「消費者に高コスト」とロシアが批判 露産原油に上限60ドル設定 5日からG7・EU

ロシア・ノボロシースクの石油関連施設に停泊するタンカー=10月(AP)
ロシア・ノボロシースクの石油関連施設に停泊するタンカー=10月(AP)

【パリ=三井美奈、ワシントン=坂本一之】先進7カ国(G7)とオーストラリアは2日の声明で、露産原油の取引価格に1バレル=60ドル(約8千円)の上限を設定することで合意したと発表した。ウクライナ侵略を続けるロシアに追加制裁を科し、同国の戦費調達を妨げる狙いがある。G7と欧州連合(EU)が連携し、5日から導入する。

今回の制裁は海上輸送が対象で、パイプライン輸送は含まれない。上限価格はEUやG7の域外国の露産原油取引を拘束しないが、価格が上限を超える場合、域内の保険会社に対して海上輸送に関する保険や融資などを提供しないよう義務付けたため、制裁に参加しない国にも波及効果が見込まれる。背景にはG7を拠点とする企業が世界の海上輸送保険の9割を手がけ、世界の船舶保険を支配しているという実情がある。

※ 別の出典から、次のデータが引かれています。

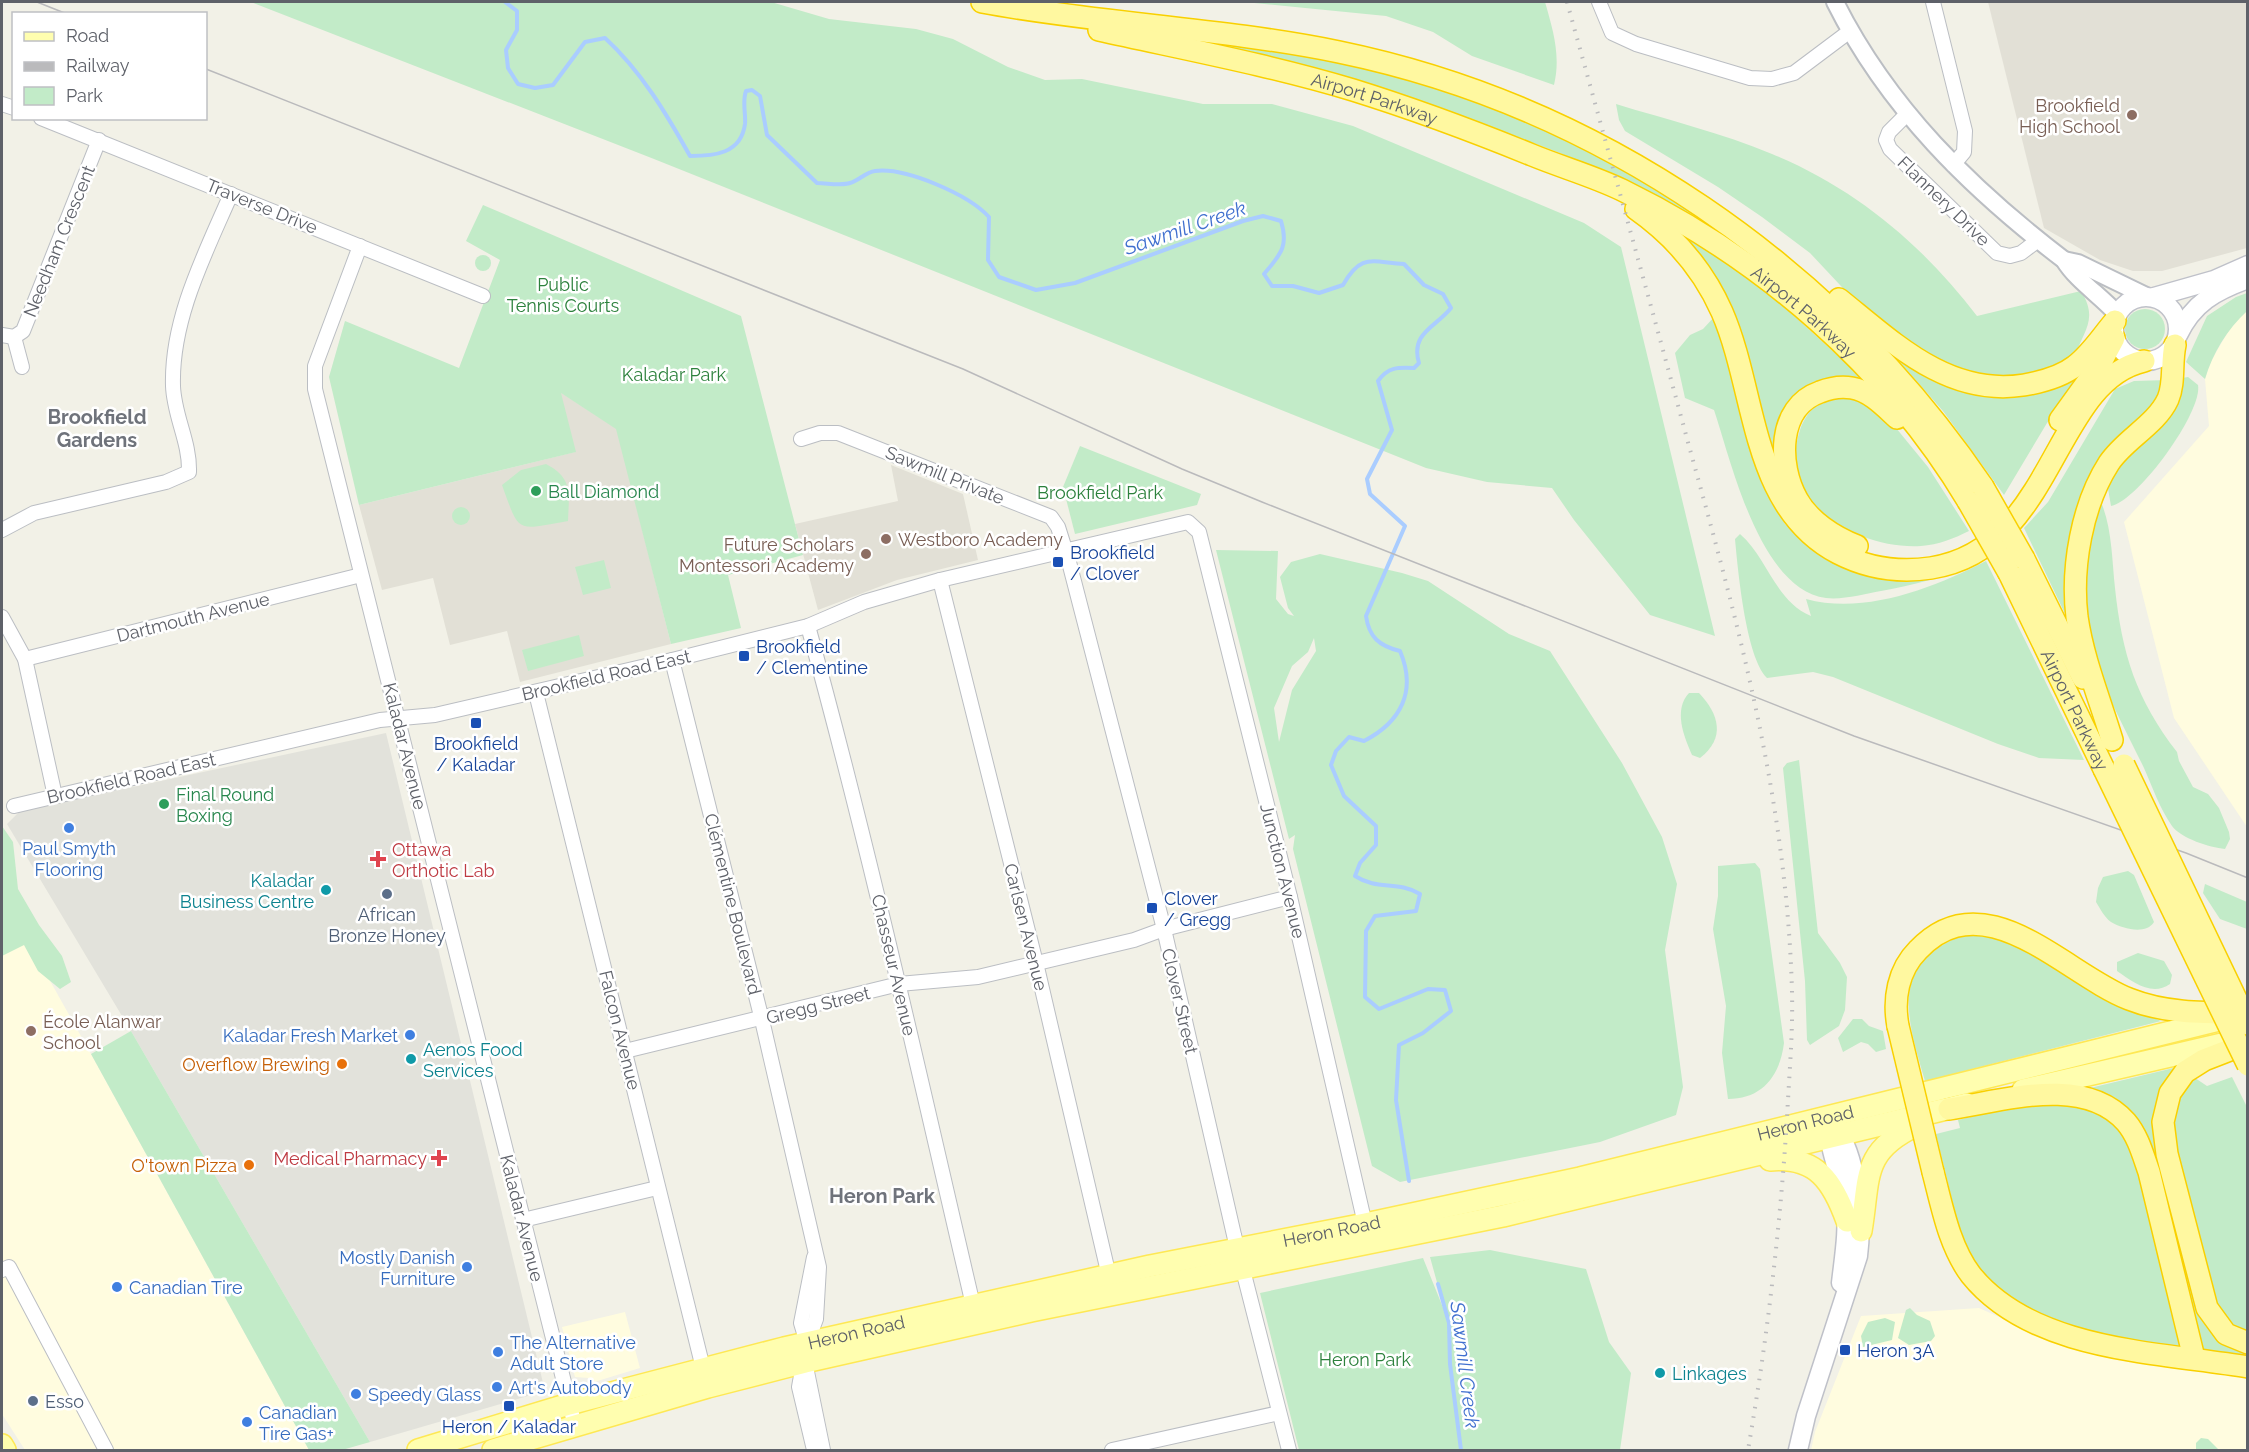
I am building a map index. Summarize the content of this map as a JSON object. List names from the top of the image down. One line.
{"streets":{"highway":["Airport Parkway"],"main road":["Heron Road"],"street":["Flannery Drive","Traverse Drive","Needham Crescent","Sawmill Private","Dartmouth Avenue","Brookfield Road East","Kaladar Avenue","Junction Avenue","Clémentine Boulevard","Carlsen Avenue","Chasseur Avenue","Clover Street","Gregg Street","Falcon Avenue"]},"crossings":[["Traverse Drive","Needham Crescent"],["Traverse Drive","Kaladar Avenue"],["Sawmill Private","Brookfield Road East"],["Sawmill Private","Clover Street"],["Dartmouth Avenue","Kaladar Avenue"],["Brookfield Road East","Kaladar Avenue"],["Brookfield Road East","Junction Avenue"],["Brookfield Road East","Clémentine Boulevard"],["Brookfield Road East","Carlsen Avenue"],["Brookfield Road East","Chasseur Avenue"],["Brookfield Road East","Clover Street"],["Brookfield Road East","Falcon Avenue"],["Kaladar Avenue","Heron Road"],["Junction Avenue","Gregg Street"],["Junction Avenue","Heron Road"],["Clémentine Boulevard","Gregg Street"],["Clémentine Boulevard","Heron Road"],["Carlsen Avenue","Gregg Street"],["Carlsen Avenue","Heron Road"],["Chasseur Avenue","Gregg Street"],["Chasseur Avenue","Heron Road"],["Clover Street","Gregg Street"],["Clover Street","Heron Road"],["Gregg Street","Falcon Avenue"],["Falcon Avenue","Heron Road"]],"districts":["Brookfield Gardens","Heron Park"],"water":["Sawmill Creek"],"parks":["Public Tennis Courts","Kaladar Park","Brookfield Park","Heron Park"],"places":{"other":["Brookfield High School","Ball Diamond","Westboro Academy","Future Scholars Montessori Academy","Final Round Boxing","Paul Smyth Flooring","Kaladar Business Centre","African Bronze Honey","École Alanwar School","Kaladar Fresh Market","Aenos Food Services","Overflow Brewing","O'town Pizza","Mostly Danish Furniture","Canadian Tire","The Alternative Adult Store","Linkages","Art's Autobody","Speedy Glass","Esso","Canadian Tire Gas+"],"transit":["Brookfield / Clover","Brookfield / Clementine","Brookfield / Kaladar","Clover / Gregg","Heron 3A","Heron / Kaladar"],"health":["Ottawa Orthotic Lab","Medical Pharmacy"]},"legend":["Road","Railway","Park"]}
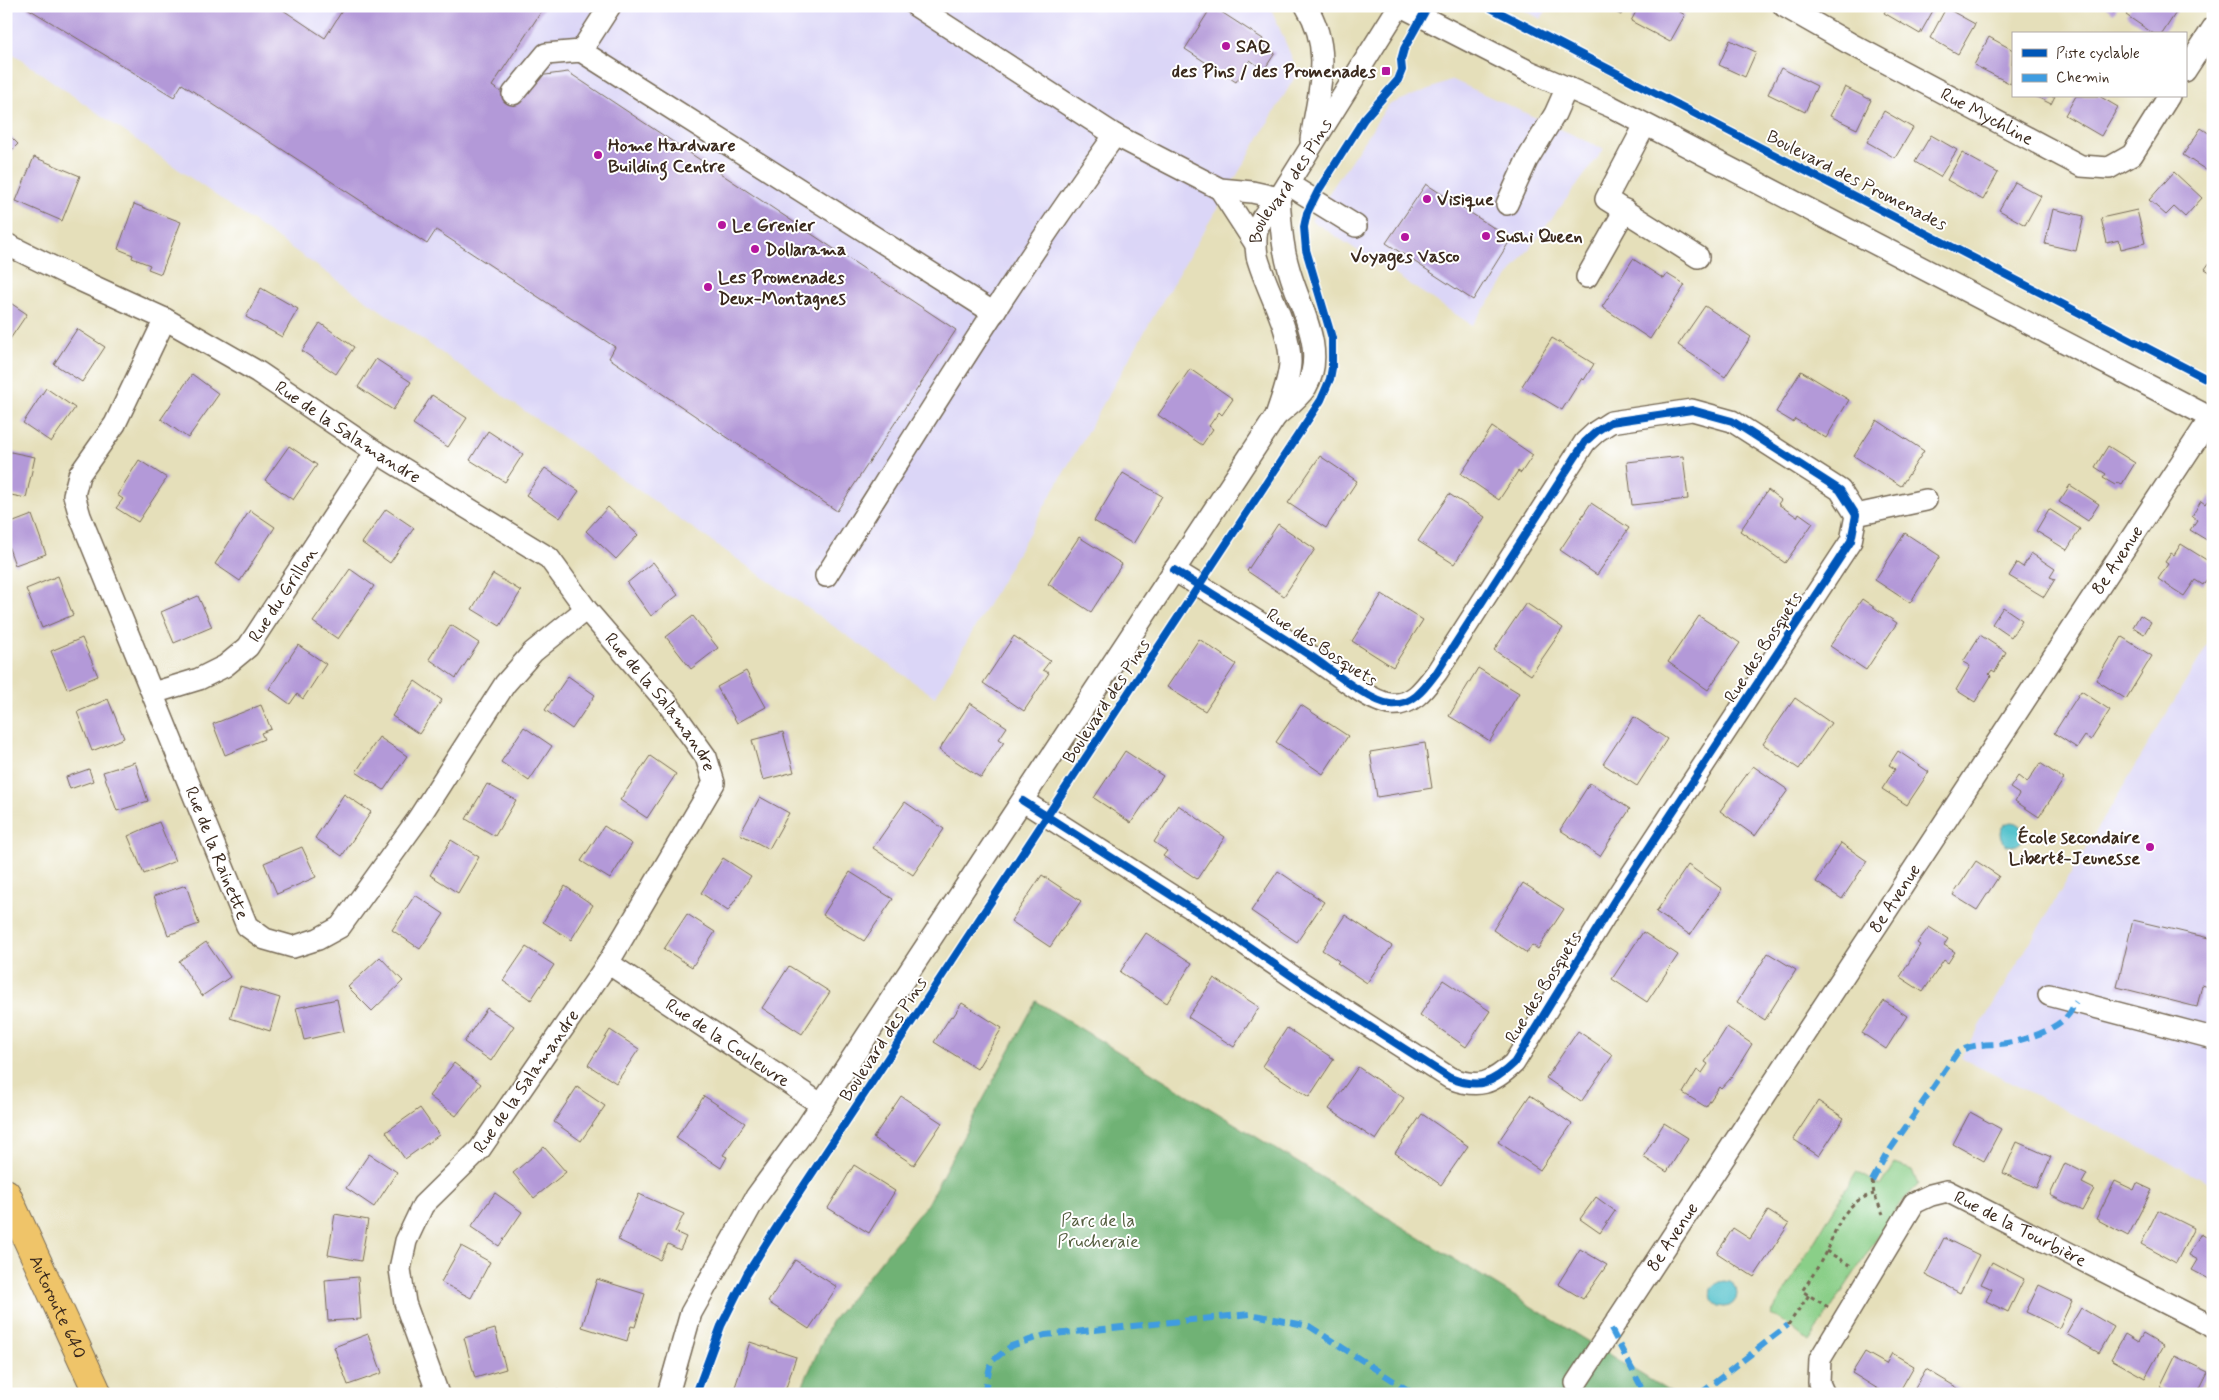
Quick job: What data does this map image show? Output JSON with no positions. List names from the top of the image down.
{
  "streets": {
    "highway": ["Autoroute 640"],
    "street": [
      "Rue Mychline",
      "Boulevard des Pins",
      "Rue de la Salamandre",
      "8e Avenue",
      "Rue du Grillon",
      "Rue des Bosquets",
      "Rue de la Rainette",
      "Rue de la Couleuvre",
      "Rue de la Tourbière"
    ],
    "cycle path": ["Boulevard des Promenades"]
  },
  "crossings": [
    ["Boulevard des Pins", "Rue des Bosquets"],
    ["Boulevard des Pins", "Rue de la Couleuvre"],
    ["Rue de la Salamandre", "Rue du Grillon"],
    ["Rue de la Salamandre", "Rue de la Rainette"],
    ["Rue de la Salamandre", "Rue de la Couleuvre"],
    ["Rue du Grillon", "Rue de la Rainette"]
  ],
  "parks": ["Parc de la Prucheraie"],
  "places": {
    "other": [
      "SAQ",
      "Home Hardware Building Centre",
      "Visique",
      "Le Grenier",
      "Sushi Queen",
      "Voyages Vasco",
      "Dollarama",
      "Les Promenades Deux-Montagnes",
      "École secondaire Liberté-Jeunesse"
    ],
    "transit": ["des Pins / des Promenades"]
  },
  "legend": ["Piste cyclable", "Chemin"]
}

上限価格は2日、EU加盟国でまず合意し、G7とオーストラリアが同意した。当初は上限を1バレル=65ドルとする案が浮上したが、ポーランドやエストニアなどバルト諸国がさらに引き下げを要求。上限を市場価格より少なくとも5%低く保つとの条件を含めることでEU内の合意が成立した。EU加盟国エストニアのカラス首相は、上限を60ドルとすることで「ロシアの残忍な戦争財源を100億ドル減らせる」との試算を示した。価格については2カ月ごとに再検討される見込み。

米財務省は、日本が参画する露極東での石油・天然ガス開発事業「サハリン2」から日本へ輸送される原油は来年9月末まで制裁の対象外としている。

EUは5日、海上輸送による露産原油の輸入を禁じ、英国も同調する。米国は既に露産原油を禁輸している。

タス通信によると、上限価格の設定に関し、ロシアのペスコフ大統領報道官は3日、記者団に「上限は受け入れない」と述べて反発した。